When dealing with time expressions, one of the first points to consider is which clock applies to the source language and which to the target language. In most cases (with military communications being an exception), English texts use a 12-hour clock. Unless otherwise clear from context, time expressed in English typically includes a marker for ante meridiem or post meridiem, Latin for before or after mid-day. Written in a variety of ways: a.m./p.m., A.M./P.M., am/pm, AM/PM with variations that may involve spaces and possibly with other collocative expressions like “in the morning”, “in the afternoon”, etc.
If you are about to embark on developing rules for converting or checking time expressions, it’s a good idea to understand how these appear in the texts you’ll work with. A ruleset covering all possible cases might involve a lot more work than is necessary, and one which omits frequently occurring forms is likely to get you into trouble if you apply it with confidence to the wrong text.
How does one check such things? Looking at a representative corpus of texts from the same text creators is a good place to start. If a translation memory exists with a lot of past work, exporting a TMX and importing it into a project as a “translation document” for a little filtering and study may prove especially helpful.
An expression like (one|two|three|four|five|six|seven|eight|nine|ten|eleven|twelve|\d+.?\d*)\s?(o.clock)?\s?in the (morning|afternoon|evening)
can also be used to check for “unusual” time expressions and see that they are rendered correctly in the other language:
When I screened the same data repository for a.m./p.m. time expressions using \d{1,2}(.\d{2})?\s(?i)[ap]\.?\s?m\.?\b
I saw other time-related expressions I hadn’t considered:
Little studies like this are often quite helpful before you sit down to build an auto-translation ruleset for time expressions. And, if you are a memoQ user of version 9.9 or later, it’s helpful to build a little Regex Assistant library of screening expressions like the examples shown above (or better ones) to use for quick checks using the source and target text filters in the working grid.
Note: when working with large quantities of data (hundreds of thousands to millions of TUs), you might encounter memory issues with large regular expressions for filtering. These appear as “no results”. If this happens, try simplifying your expressions, or use a smaller dataset.

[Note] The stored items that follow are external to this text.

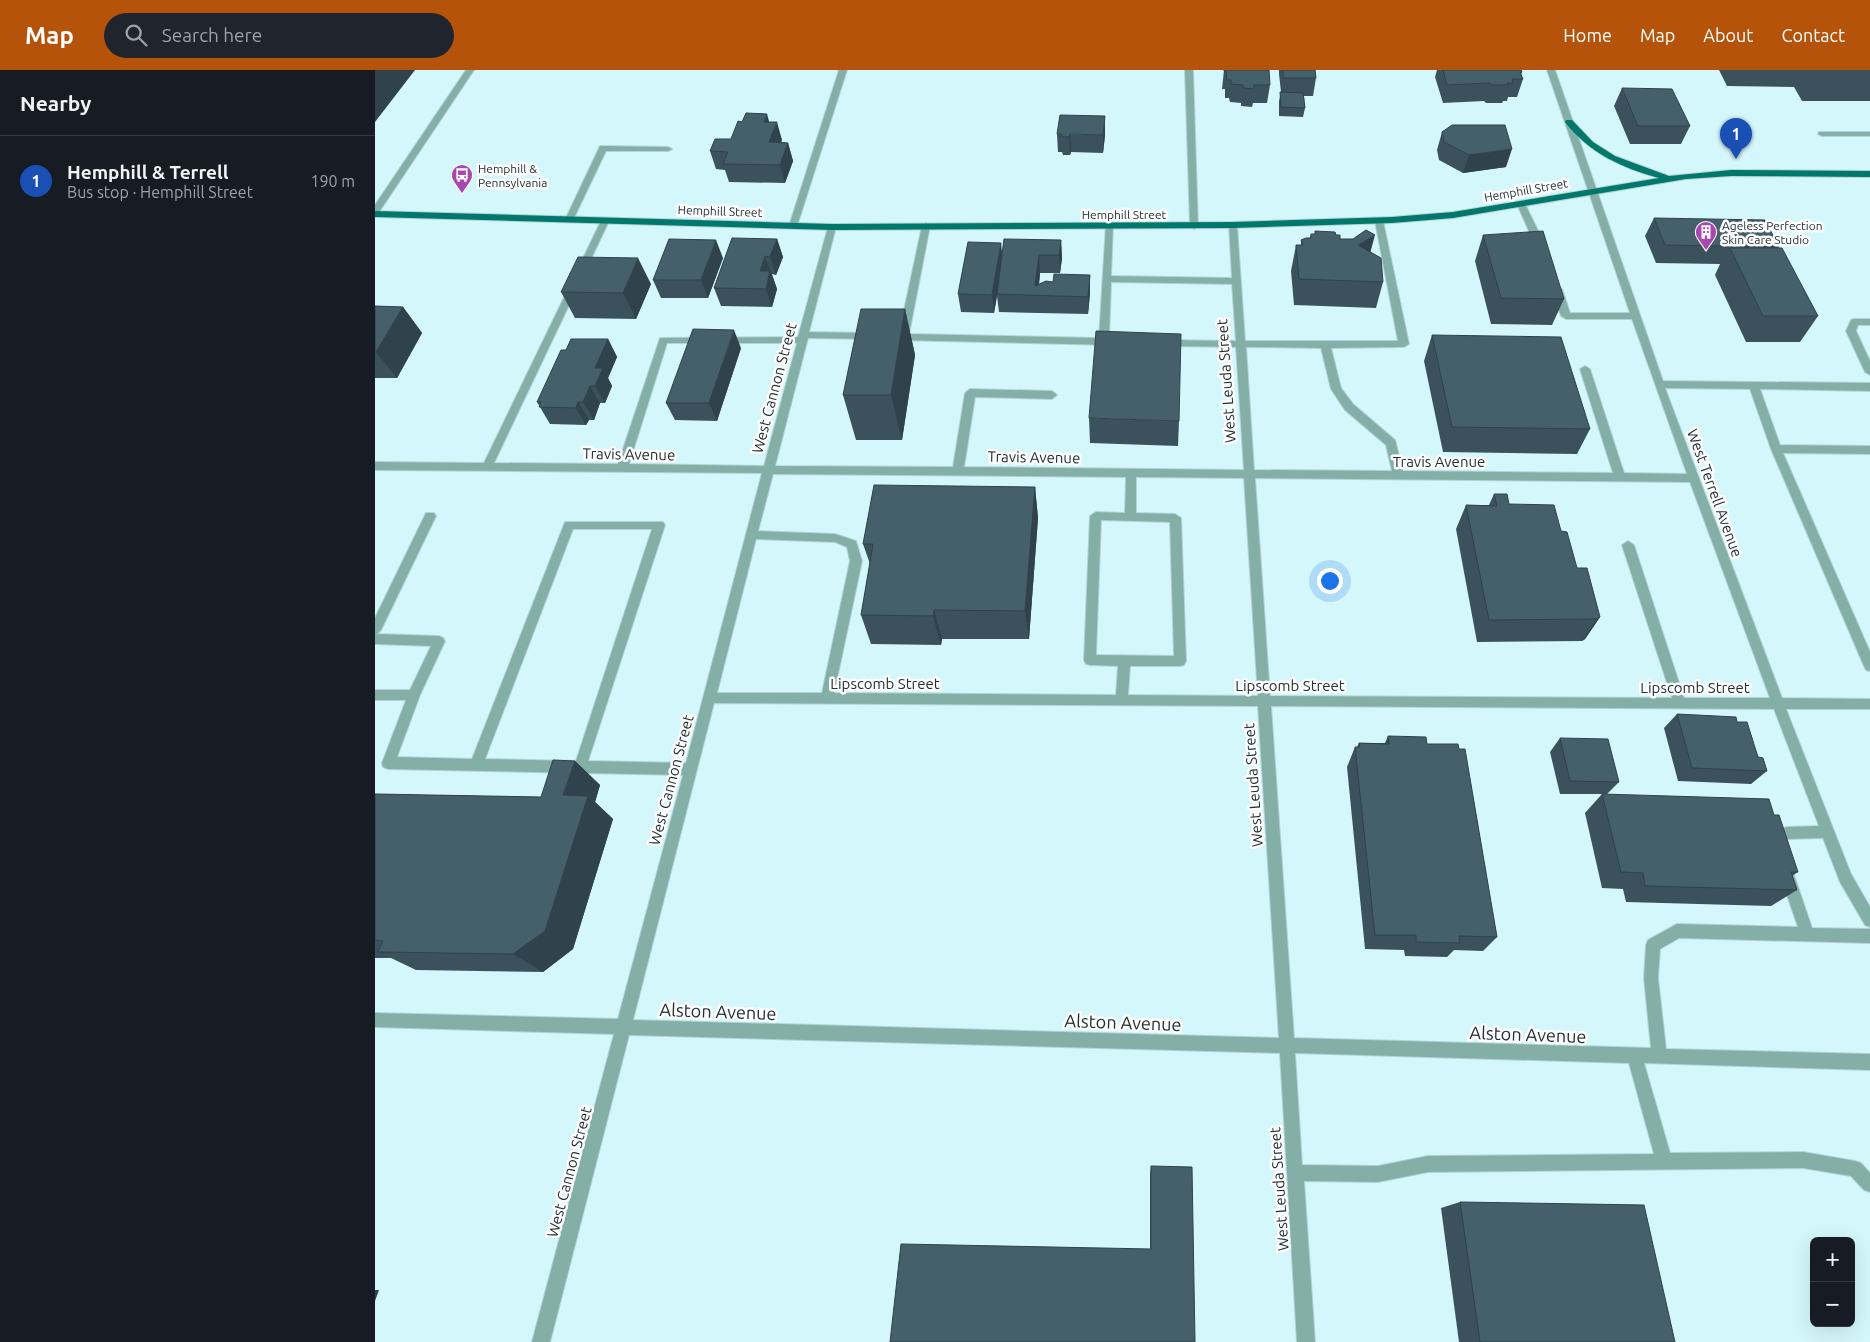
<!DOCTYPE html>
<html lang="en">
<head>
<meta charset="utf-8">
<style>
	body { margin:0; font-family:Ubuntu,sans-serif; background:#20242c; color:#f1f3f6 }
	.controls { position:absolute; right:15px; bottom:15px; display:grid; overflow:hidden; border-radius:8px; box-shadow:0 5px 20px #0002 }
	.controls button { width:45px; height:45px; display:grid; place-items:center; padding:0; border:0; border-bottom:1px solid #363941; background:#171b24; color:#f1f3f6; font:25px sans-serif }
	.you { position:absolute; left:954px; top:510px; width:18px; height:18px; margin:-12px; border:4px solid #fff; border-radius:50%; background:#1a73e8; box-shadow:0 0 0 8px #1a73e833 }
	.badge { display:grid; place-items:center; width:32px; height:32px; border-radius:50%; background:#b45309; color:#fff; font-size:16px; font-weight:700 }
	.pin { position:absolute; translate:-50% -41px; filter:drop-shadow(0 1px 2px #0008) }
	.pin::after { content:''; position:absolute; top:26px; width:18px; height:15px; background:inherit; clip-path:polygon(0 0,100% 0,50% 100%) }
	.list { margin:0; padding:0; list-style:none }
	h2 { display:flex; justify-content:space-between; align-items:center; height:65px; margin:0; padding:0 20px; font-size:21px }
	h2 small { font-size:16px; font-weight:400; color:#9ea1a6 }
	.list li { display:grid; grid-template-columns:32px 1fr auto; gap:15px; align-items:center; box-sizing:border-box; height:90px; padding:0 20px; border-top:1px solid #363941 }
	.list b { display:block; font-size:19px; white-space:nowrap }
	.list p { margin:0; font-size:16px; white-space:nowrap; color:#9ea1a6 }
	.list em { font-size:16px; font-style:normal; color:#9ea1a6 }
	.icon { flex:none; width:28px; height:28px; fill:none; stroke:currentColor; stroke-width:2; stroke-linecap:round; stroke-linejoin:round }
	.map { position:relative; flex:none; width:1495px; height:1272px; overflow:hidden }
	header { display:flex; align-items:center; gap:30px; box-sizing:border-box; height:70px; padding:0 25px; background:#b45309; color:#fff }
	header strong { font-size:24px }
	nav { display:flex; gap:28px; margin-inline-start:auto; font-size:18px }
	.search { width:350px; height:45px; background:#20242c; display:flex; align-items:center; gap:12px; box-sizing:border-box; padding:0 18px; border-radius:28px; color:#9ea1a6; font-size:19px }
	main { display:flex }
	aside { flex:1; background:#171b24 }
	.map>svg:first-child { display:block }
</style>
</head>
<body>
<header>
<strong>Map</strong>
<div class="search"><svg class="icon" aria-label="search" viewBox="0 0 24 24"><circle cx="10" cy="10" r="6"/><path d="M15 15l6 6"/></svg>Search here</div>
<nav><a>Home</a><a>Map</a><a>About</a><a>Contact</a></nav>
</header>
<main>
<aside>
<h2>Nearby<small></small></h2>
<ul class="list">
<li><span class="badge" style="background:#1a4fb4">1</span><div><b>Hemphill &amp; Terrell</b><p>Bus stop · Hemphill Street</p></div><em>190 m</em></li>
</ul>
</aside>
<div class="map">
<svg width="1495" height="1272" viewBox="0 0 1495 1272">
	<rect width="100%" height="100%" fill="#d4f7fc"/>
	<g fill="none" stroke-linecap="round" stroke-linejoin="round">
		<g stroke="#b4d3d8" stroke-width="2">
			<path id="minor" d="M91 0H99L4 142 0 145V135Z
				M464 0H472L422 156 418 159 415 158 414 156Z
				M810 0H818L823 156 819 159 815 156Z
				M1172 0H1180L1288 311 1495 313V321L1385 319 1405 375 1495 376V384L1408 383 1495 582V601L1491 600 1489 596 1396 379 1375 319 1290 318 1407 628 1495 629V639H1411L1476 804 1495 837V857L1490 855 1465 812 1448 768 1412 769 1410 770 1408 779 1403 781 1398 779 1396 775 1398 762 1412 757 1444 756 1399 639 896 636 919 968 1276 978 1269 908 1271 875 1273 870 1302 854 1423 857 1406 808 1408 803 1413 801 1418 803 1420 808 1437 858 1495 859V873L1304 868 1285 879 1283 908 1291 979 1495 984V1000L1269 993 1295 1083 1428 1082 1480 1091 1486 1093 1495 1103V1122L1489 1120 1476 1106 1428 1098 1053 1102 1003 1112 929 1111 940 1272H922L905 983 254 965 175 1272H157L239 964 0 957V943L243 949 308 705 13 699 8 697 7 693 31 630H0V620H35L56 576 0 574V548L51 443H59L61 446 6 560 2 564 64 566 68 568 70 571 45 625 22 687 97 689 190 452H288L290 455 213 691 311 693 387 403 0 400V392L109 393 226 151 230 148 234 151 119 393 243 394 285 268 423 267 453 157 457 154 461 157 434 262 496 263 501 266 496 269 433 268 400 396 578 397 590 323 595 319 677 321 682 325 677 329 600 327 589 397 869 400 861 277 791 276 786 273 791 270 861 271 857 214 736 212 734 269 741 272 736 275 521 270 516 267 518 265 524 264 547 156 551 153 555 156 534 264 724 268 731 154 734 153 738 156 736 206 857 208 854 155 858 152 862 155 870 271H1023L1000 151 1004 148 1008 151 1034 274 1029 277 956 278 966 318 978 334 1020 370 1028 401 1238 403 1205 299 1210 296 1215 299 1249 403 1312 404 1257 249H1191L1186 246 1177 219 1182 216 1187 219 1195 243H1255ZM292 273H422L389 396 254 394ZM871 277 946 278 956 319 970 340 1011 375 1017 401 879 400ZM398 404 751 407 750 443 721 442 715 446 709 590 711 594 715 595 743 596 741 625 459 623 487 491 481 471 460 464 383 461ZM761 407 869 408 883 626 753 625 755 596H805L809 595 811 591 806 448 800 444 761 443ZM880 408 1315 412 1395 628H1309L1259 475 1253 471 1247 475 1297 628 895 626ZM726 450 795 452 799 586 721 585ZM198 459H277L201 691 110 689ZM381 469 460 472 472 477 475 491 447 623H342ZM339 633 883 636 904 968 258 950ZM920 983 1254 993 1279 1084 1053 1086 1003 1096 927 1095Z
				M1444 62H1495V66H1447L1443 64Z
				M225 76 293 77 297 79 293 81H231L198 150 197 152H191L190 150Z
				M1146 131 1150 134 1171 177 1169 179 1166 180 1161 177 1142 134Z
				M1479 249H1495V255H1483L1481 261 1495 291V305L1490 302 1471 261 1476 250Z"/>
		</g>
		<g stroke="#b4d3d8" stroke-width="2">
			<path id="major" d="M1191 50H1197L1218 72 1240 86 1294 106 1356 100 1495 101V107L1356 106 1311 109 1078 148 1017 153 858 158 457 160 0 147V141L457 154 858 152 1017 147 1078 142 1284 108C1247 98 1214 83 1190 52Z"/>
		</g>
		<use href="#minor" fill="#83afa7" fill-rule="evenodd"/>
		<use href="#major" fill="#02776c" fill-rule="evenodd"/>
	</g>
	<path fill="#3b525c" d="M849 0 895 15 892 33H878L877 37 866 36V33L855 32 854 28H850V19H847Z
		M904 0H940L941 8 938 26H929L930 38 928 47 904 46V31L906 22 904 4Z
		M1062 0H1146L1147 2 1146 5 1148 9 1142 27H1133L1132 31H1128L1127 33H1111L1109 31 1068 33 1060 7Z
		M1344 0H1495V31H1427L1419 17 1352 16Z
		M1247 18 1315 56 1306 74H1255L1239 36Z
		M394 52 407 70 406 72 413 73 418 91 410 113 354 112 350 100 341 99 335 81 356 69Z
		M1067 62 1131 97 1088 103 1064 90 1062 80Z
		M682 64 730 65 728 83 696 82 695 85H688L687 82H683Z
		M1279 148 1404 177 1403 178 1443 246 1425 272H1371L1340 205 1345 194 1281 193 1270 166Z
		M940 161 961 165 965 169 996 182 1008 212 1001 238 919 235 916 201 921 175H926V170L935 168 936 164H940Z
		M1108 165 1189 229 1177 255 1116 254 1100 191Z
		M402 169 408 187 401 205 397 204 402 219 397 237 346 236 339 218Z
		M686 170 687 188 685 203H665L664 214 715 205V223L713 244 624 242 622 226 619 243 586 242 583 224 627 184Z
		M348 188 333 228H286L278 210Z
		M276 214 261 249 200 248 186 222Z
		M0 236 28 237 47 263 22 308H0Z
		M530 239 540 285 527 370H481L468 325Z
		M1057 265 1215 359 1202 384 1068 382 1049 291Z
		M233 269 242 287 233 308 237 316 230 333H225L219 350H214L211 355 175 354 162 332 191 280Z
		M366 278 342 351 300 350 291 333Z
		M714 348 804 351 803 376 715 373Z
		M660 417 663 448 654 569H567L566 575 496 574 486 545 495 494 488 474Z
		M1119 424 1134 434 1186 461 1202 498 1225 547 1210 569 1207 571 1102 572 1081 459 1091 435H1114Z
		M1302 644 1362 652 1383 687 1392 701 1376 714 1303 711 1289 658Z
		M1013 666 1052 674 1122 867 1108 881 1079 880 1072 887 1030 886 1029 880 990 879 972 697 980 677H982L984 673H1010Z
		M1185 668 1244 712 1232 724H1185L1175 682Z
		M200 691 225 715 220 732 238 749 198 879 168 902 41 900 16 888H0V724L166 727Z
		M1227 724 1399 745 1423 802 1417 806 1422 820 1396 836 1251 832 1248 819 1227 818 1210 743Z
		M776 1096 820 1272 775 1179V1104Z
		M1085 1132 1300 1272H1084L1066 1138Z"/>
	<path fill="#30424b" d="M0 0H40L0 52Z
		M392 44 397 62 389 52Z
		M730 46V65L728 83V65Z
		M402 52 407 70 399 90 394 72Z
		M695 64 696 82 695 85 694 67Z
		M413 73 418 91 410 113 405 95Z
		M1137 79 1131 97 1088 103 1094 85Z
		M1000 165 993 191 983 175Z
		M402 169 408 187 401 205 395 187Z
		M341 170 348 188 333 228 326 210Z
		M686 170 687 188 685 203 684 185Z
		M626 173 628 191 619 243 617 225Z
		M664 185 665 203 663 225 660 216Z
		M390 186 402 219 397 237 385 201Z
		M263 188 276 214 261 249 248 223Z
		M715 205V223L713 244V227Z
		M28 237 47 263 22 308 1 282Z
		M530 239 540 285 527 370 516 325Z
		M359 260 366 278 342 351 334 333Z
		M233 269 242 287 233 308 237 316 230 333 220 316V298Z
		M215 316 225 333 219 350 208 332Z
		M203 332 214 350 211 355 201 338Z
		M660 417 663 448 654 569 650 541Z
		M559 540 567 569 566 575 558 546Z
		M1225 547 1210 569 1207 571 1222 549Z
		M200 691 225 715 220 732 238 749 198 879 168 902 138 884Z
		M0 1220H4L0 1231Z"/>
	<path fill="#455f6b" stroke="#30424b" d="M849 0H894L895 15H879V19L868 18V15L856 14V10H852L851 1H849Z
		M908 0H940L941 8H908Z
		M1068 0H1146L1147 2H1145L1148 9H1137L1138 13H1132L1133 15H1116L1115 13 1072 15Z
		M1247 18 1297 19 1315 56H1263Z
		M905 22 928 23 930 38 906 37Z
		M371 43 392 44 389 52H402L394 72 413 73 405 95 348 94 353 82 335 81 340 69H356L363 51 367 52Z
		M685 45 730 46 728 65 695 64 694 67H687V64H682Z
		M1077 55H1130L1137 79 1094 85 1069 72 1067 62Z
		M1279 148 1390 150 1404 177 1290 175Z
		M991 160 1000 165 983 175 1006 188 1008 212 924 209 921 175H928L926 170 931 168H936V164H940V161L960 162 961 165H965V169H978Z
		M1168 161 1189 229 1126 228 1108 165Z
		M357 168 402 169 395 187 390 186 385 201H395L391 219 339 218Z
		M294 169 341 170 326 210H278Z
		M629 169 686 170 684 185H664L660 216 671 211 678 212 679 204 715 205 713 227 622 224Z
		M593 172 626 173 617 225 583 224Z
		M1355 178H1407L1443 246H1388Z
		M203 187 263 188 248 223 186 222Z
		M0 236 28 237 1 282H0Z
		M486 239H530L516 325H468Z
		M318 259 359 260 334 333H291Z
		M721 261 806 264 804 351 714 348Z
		M1057 265 1186 267 1215 359 1077 357Z
		M196 269H233L220 298H228L220 316H215L208 332H203L201 338 164 337 166 332H162L186 280H191Z
		M499 415 660 417 650 541 559 540 558 546 486 545 498 474H488Z
		M1119 424H1132L1134 434 1179 435 1186 461 1192 462 1202 498H1212L1225 547 1222 549 1114 550 1091 435 1122 436Z
		M1302 644 1361 647 1362 652H1372L1383 687 1388 688 1392 701 1317 698Z
		M1013 666 1051 667 1052 674H1083L1084 679H1090L1122 867 1084 866 1085 873 1041 872V865H1000L980 677H985L984 673 1014 674Z
		M1185 668 1233 669 1244 712 1195 711Z
		M178 690 200 691 188 725 213 726 170 861 138 884 3 882 8 871 0 870V724L166 727Z
		M1227 724 1394 729 1399 745H1404L1423 802H1416L1422 820 1270 816 1268 803 1246 802Z
		M776 1096 817 1097 820 1272H515L526 1174 776 1179Z
		M1085 1132 1269 1135 1300 1272H1105Z"/>
	<defs>
		<g id="bus-pin" transform="scale(1.125)"><path d="M0 17L-7.5 6A9.5 9.5 0 1 1 7.5 6Z" fill="#a748b1" stroke="#fdfdfd"/><path d="M-5-6H5V4H4V6H2V4H-2V6H-4V4H-5ZM-3.5-4V0h7V-4ZM-3.5 1.2v1.5H-2V1.2ZM2 1.2v1.5H3.5V1.2Z" fill="#fff"/></g>
		<g id="building-pin" transform="scale(1.125)"><path d="M0 17L-7.5 6A9.5 9.5 0 1 1 7.5 6Z" fill="#a748b1" stroke="#fdfdfd"/><path d="M-4-6H4V6H1V3H-1V6H-4ZM-2.5-4.3h1.7v1.8h-1.7ZM.8-4.3h1.7v1.8H.8ZM-2.5-1h1.7V.8h-1.7ZM.8-1h1.7V.8H.8Z" fill="#fff"/></g>
	</defs>
	<g fill-rule="evenodd">
		<use href="#bus-pin" x="87" y="105"/>
		<use href="#building-pin" x="1331" y="162"/>
	</g>
	<g text-anchor="middle" dominant-baseline="central" stroke-width="5" stroke-linejoin="round" paint-order="stroke">
		<g font-size="12" fill="#243133" stroke="#fdfdfd" text-anchor="start">
			<text x="103" y="98">Hemphill &amp;<tspan x="103" dy="14">Pennsylvania</tspan></text>
			<text x="1347" y="155">Ageless Perfection<tspan x="1347" dy="14">Skin Care Studio</tspan></text>
		</g>
		<g font-size="12" fill="#243133" stroke="#fdfdfd">
			<text transform="translate(1151 120) rotate(-10)">Hemphill Street</text>
			<text transform="translate(345 141) rotate(2)">Hemphill Street</text>
			<text x="749" y="144">Hemphill Street</text>
		</g>
		<g font-size="15" fill="#243133" stroke="#fdfdfd">
			<text transform="translate(851 311) rotate(-94)">West Leuda Street</text>
			<text transform="translate(399 318) rotate(-75)">West Cannon Street</text>
			<text transform="translate(254 384) rotate(1)">Travis Avenue</text>
			<text transform="translate(659 387) rotate(1)">Travis Avenue</text>
			<text x="1064" y="391">Travis Avenue</text>
			<text transform="translate(1340 423) rotate(70)">West Terrell Avenue</text>
			<text x="510" y="613">Lipscomb Street</text>
			<text x="915" y="615">Lipscomb Street</text>
			<text x="1320" y="617">Lipscomb Street</text>
			<text transform="translate(296 710) rotate(-75)">West Cannon Street</text>
			<text transform="translate(878 715) rotate(-94)">West Leuda Street</text>
			<text transform="translate(194 1102) rotate(-75)">West Cannon Street</text>
			<text transform="translate(904 1119) rotate(-94)">West Leuda Street</text>
		</g>
		<g font-size="18" fill="#243133" stroke="#fdfdfd">
			<text transform="translate(343 941) rotate(2)">Alston Avenue</text>
			<text transform="translate(748 952) rotate(2)">Alston Avenue</text>
			<text transform="translate(1153 964) rotate(2)">Alston Avenue</text>
		</g>
	</g>
</svg>
<div class="controls">
<button>+</button>
<button>−</button>
</div>
<div class="you"></div>
<div class="pin badge" style="left:1361px;top:89px;background:#1a4fb4">1</div>
</div>
</main>
</body>
</html>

Style guides with which you work may require other special formatting, such as non-breaking spaces between the numerical part of a time expression and other markers such as “AM/PM” in English or “Uhr” in German. These can be checked with filtering expressions, or in auto-translation rulesets and QA profiles, and problems can be fixed easily with regex find & replace expressions or auto-translation rules. There are some examples of this shown in the Regex Assistant video on YouTube in the link near the top of this article.
Try using some of the examples presented here in your own texts. If the expressions seem useful, save them in your own Regex Assistant library as shown in the video.
In some follow-up posts I’ll present some specific solutions for filtering, QA and auto-translation rules in languages with which I have some confidence. If you have specific needs related to your working languages, I welcome these questions in comments or private messages, and I’ll do my best to answer them in a way you can use productively in your own work.
A note regarding other CAT tools
With the exception of auto-translation rules, nearly all the things I discuss regarding filtering regexes, find & replace and QA checks can be applied to other translation workspace tools, such as Phrase, Trados Studio, Wordfast, etc. And if you have a good collection of useful expressions in memoQ, it is very easy to export your library in a form that makes it easy to find and use these in other environments. But that’s a subject for another time!